Maybe Who fans dislike the ending of the movie where the TARDIS brings both Chang-Lee and Grace back to life from the dead? Well, I hate to say it but why couldn’t the TARDIS have this power? For years the Doctor has inferred that the TARDIS is more than just a time travelling machine. He has inferred that it can think, that it has a mind of its own, and the Doctor’s even inferred that he is closely linked to the TARDIS – as far as the first regeneration. If you watch the scenes where the First Doctor regenerates into the Second, the story implies that the process is not something instigated or controlled by the Doctor, but rather it is intrinsically linked to the TARDIS itself. Then if you look at some of the new series episodes like Boomtown where at the end of the story, Blon Slitheen is sucked into the heart of the TARDIS, or in The Parting of The Ways where Rose is able to suck in the TARDIS life-force and pass it on to the Doctor thus saving him. So who’s to say that the TARDIS couldn’t bring someone back to life, or suspend their life?
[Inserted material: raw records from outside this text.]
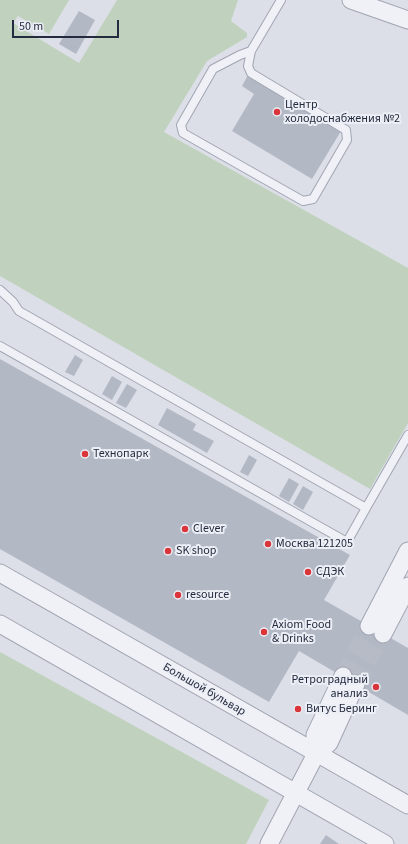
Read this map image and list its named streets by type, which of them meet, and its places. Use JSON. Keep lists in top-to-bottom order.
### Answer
{
  "streets": {
    "street": ["Большой бульвар"]
  },
  "places": [
    "Центр холодоснабжения №2",
    "Технопарк",
    "Clever",
    "Москва 121205",
    "SK shop",
    "СДЭК",
    "resource",
    "Axiom Food & Drinks",
    "Ретроградный анализ",
    "Витус Беринг"
  ],
  "scale_bar": "50 m"
}
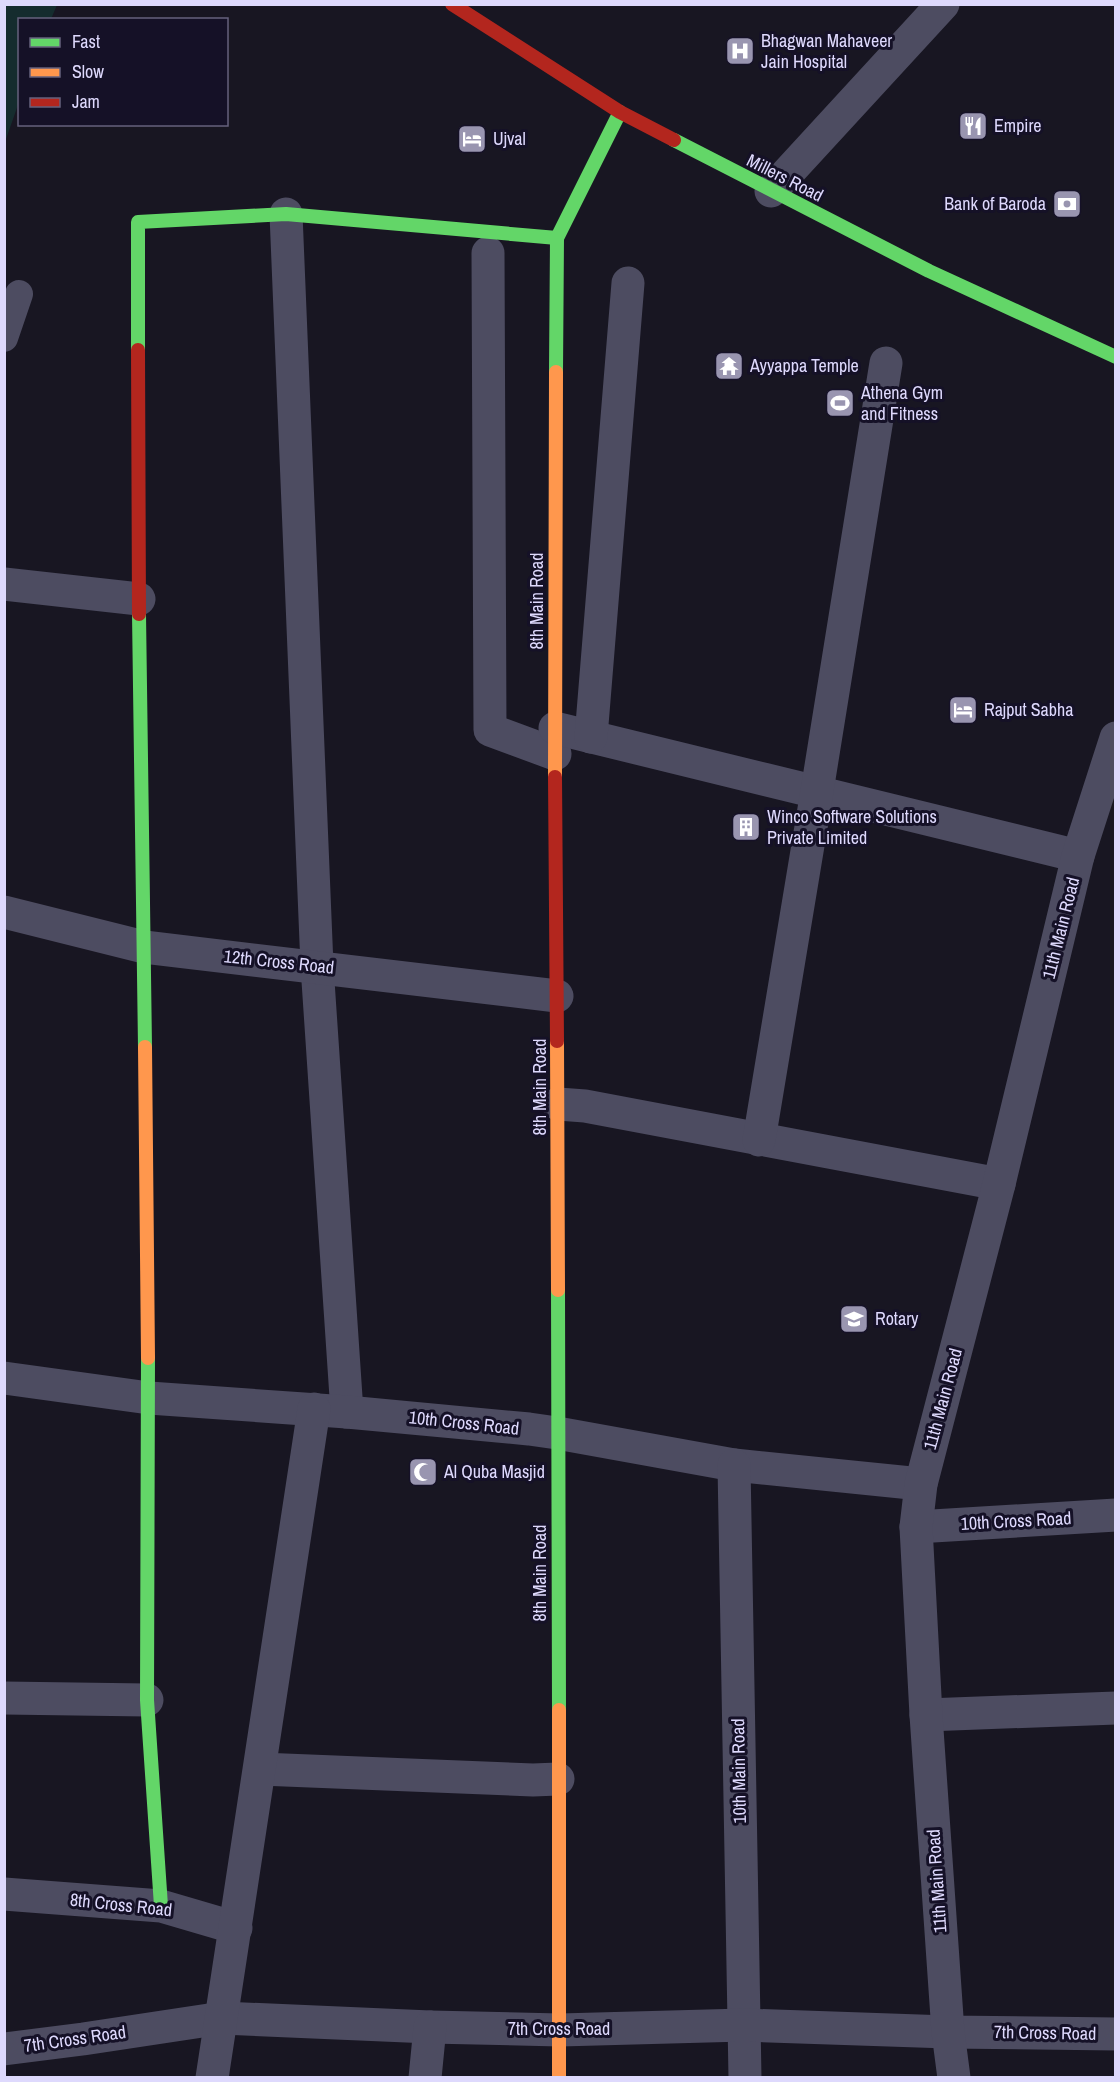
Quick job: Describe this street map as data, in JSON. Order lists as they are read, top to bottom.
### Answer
{
  "streets": {
    "street": [
      "Millers Road",
      "8th Main Road",
      "11th Main Road",
      "12th Cross Road",
      "10th Cross Road",
      "10th Main Road",
      "8th Cross Road",
      "7th Cross Road"
    ]
  },
  "crossings": [
    ["Millers Road", "8th Main Road"],
    ["8th Main Road", "12th Cross Road"],
    ["8th Main Road", "10th Cross Road"],
    ["8th Main Road", "7th Cross Road"],
    ["11th Main Road", "10th Cross Road"],
    ["11th Main Road", "7th Cross Road"],
    ["10th Cross Road", "10th Main Road"],
    ["10th Main Road", "7th Cross Road"]
  ],
  "places": {
    "hospital": ["Bhagwan Mahaveer Jain Hospital"],
    "restaurant": ["Empire"],
    "hotel": ["Ujval", "Rajput Sabha"],
    "bank": ["Bank of Baroda"],
    "temple": ["Ayyappa Temple"],
    "sports": ["Athena Gym and Fitness"],
    "building": ["Winco Software Solutions Private Limited"],
    "school or university": ["Rotary"],
    "mosque": ["Al Quba Masjid"]
  },
  "legend": ["Fast", "Slow", "Jam"]
}
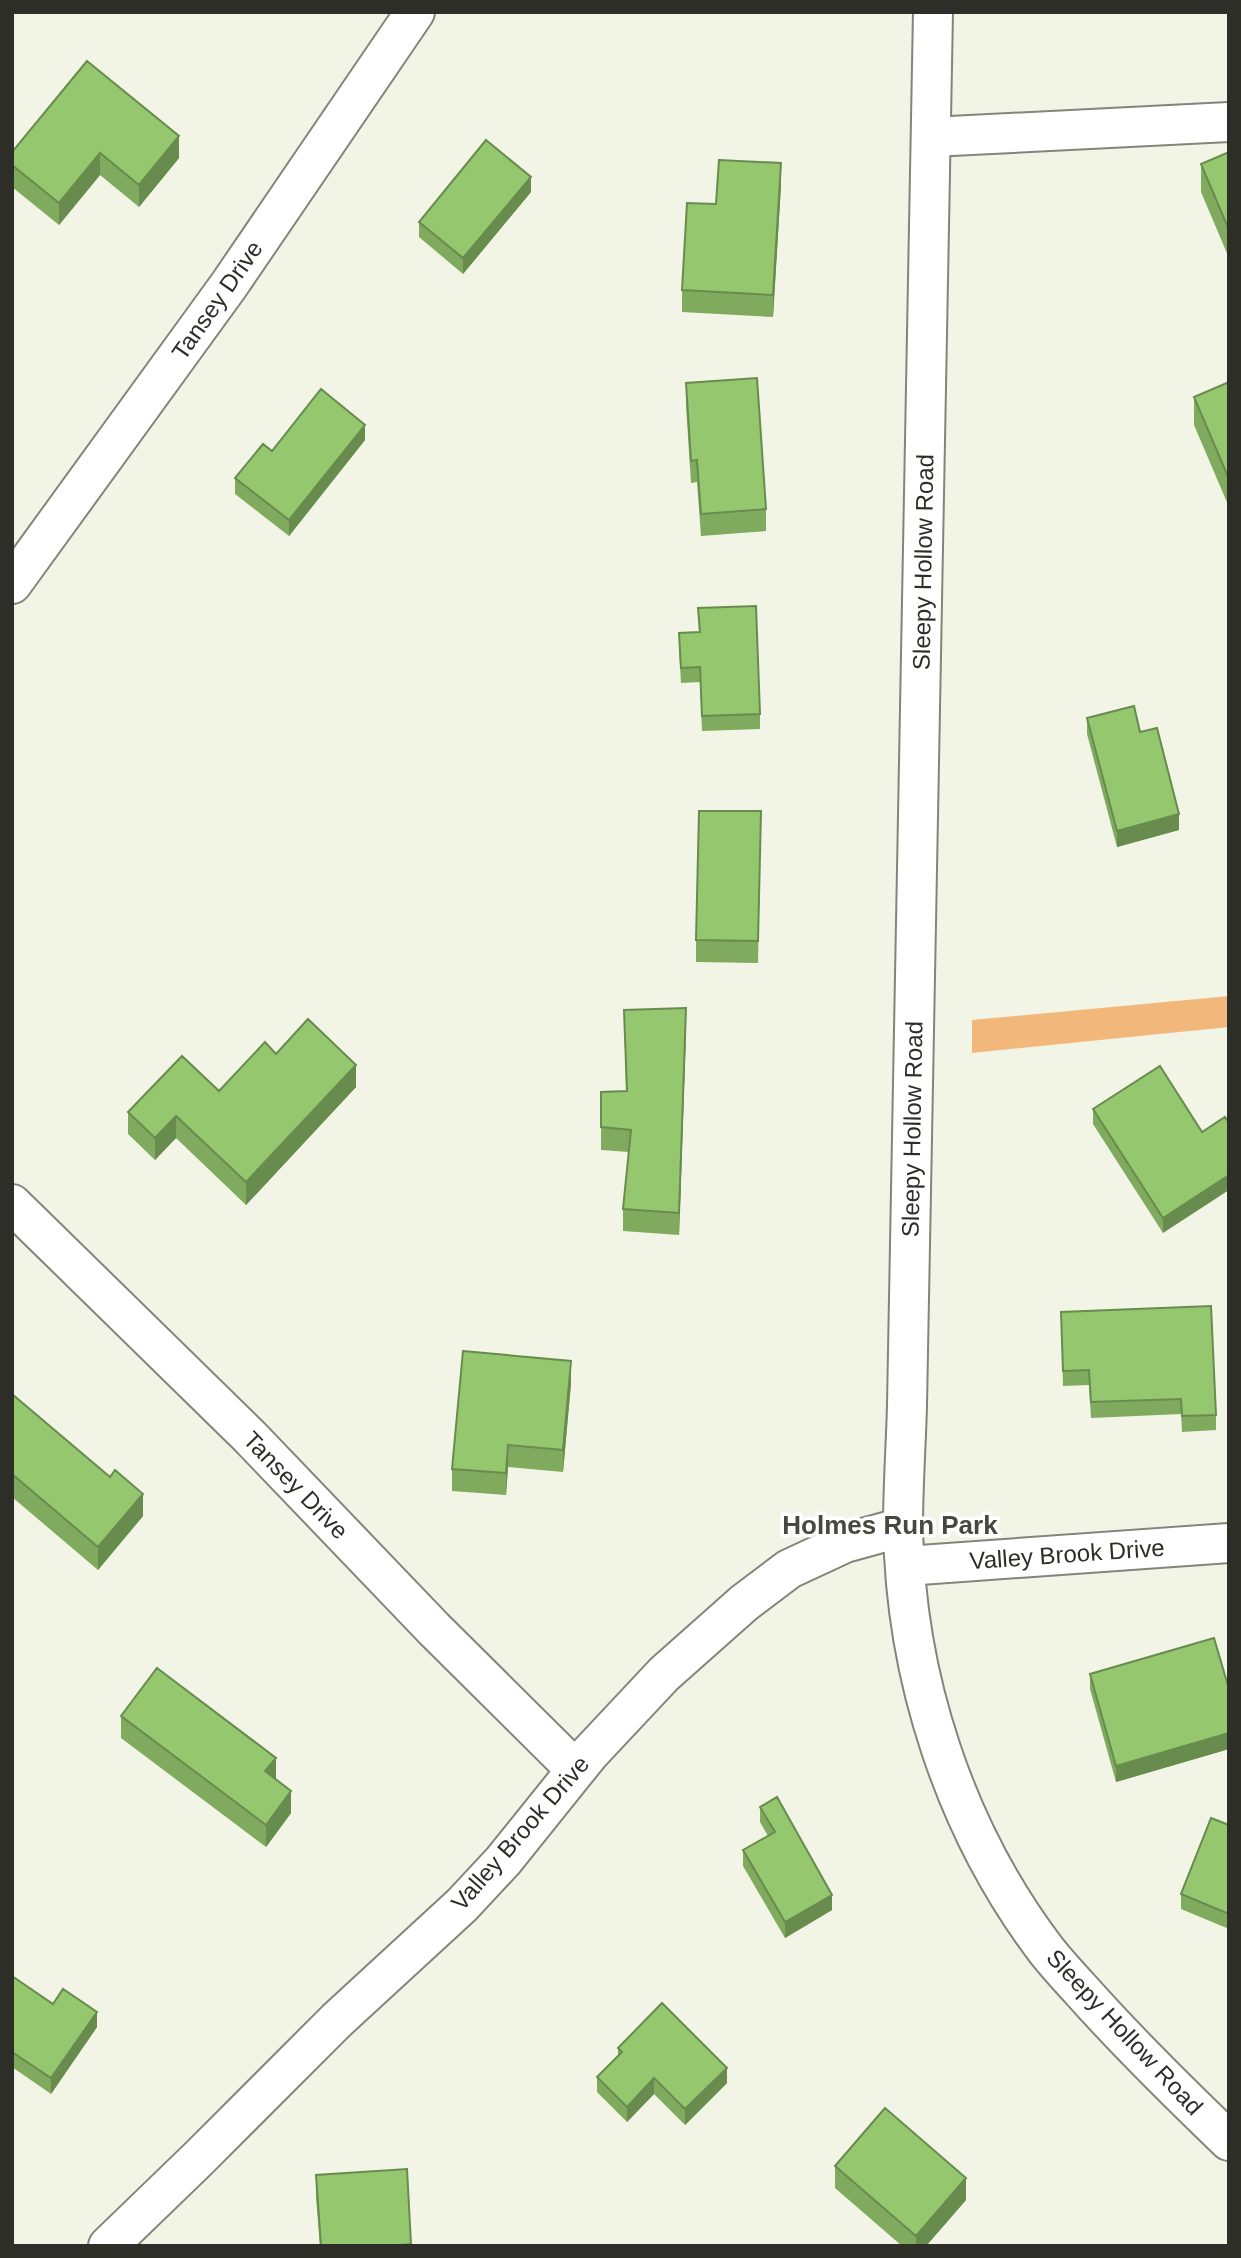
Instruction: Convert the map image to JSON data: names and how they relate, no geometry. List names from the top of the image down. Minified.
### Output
{"streets":{"street":["Tansey Drive","Sleepy Hollow Road","Valley Brook Drive"]},"crossings":[["Tansey Drive","Valley Brook Drive"],["Sleepy Hollow Road","Valley Brook Drive"]],"districts":["Holmes Run Park"]}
“But there’s Eric Roberts over-the-top portrayal of the Master.” And exactly what wasn’t over-the-top about John Simms portrayal either? Personally I thought Eric Roberts was fantastic as the Master – a villain that is so over the top to begin with. By this stage in the Master’s life, I don’t think he would resemble the character we knew from the Pertwee years. So much has happened to him over this time that I think anyone would be somewhat bonkers if you asked me. His mind has been so affected that I don’t think the Master would be thinking straight if he tried. His grip on reality is tenuous to say the least, so with this in mind, Eric Roberts’ portrayal is spot-on. Roberts brings a new dimension to the character, and definitely brings out the malevolence and madness of the character. This is no better displayed than in the scene in the TARDIS as the Master struts down the staircase in the cloister room, pauses midway and recites the line “I always dress for the occasion”. How camp, and its exactly in line with something the Master would say. Over-the-top and so focused on him. When the Master is around, it’s all about the Master. No one else.
I could cite other instances, but why? Yes, the movie isn’t perfect, but I think if fans really thought about the movie objectively they’d realize that it’s not that bad. It’s well acted from all parties. The effects are very good for a mid-1990s production. The script is well written. So what else were fans expecting? As far as I’m concerned, the movie does have flaws, but overall it’s pretty damn good. I enjoyed it and I continue to enjoy it to this day. I thought everyone in it was great and I do really feel that the producers achieved what they set out to achieve by producing an entertaining production. So isn’t it time we all gave up moaning about the TVM and just enjoyed it? I think so.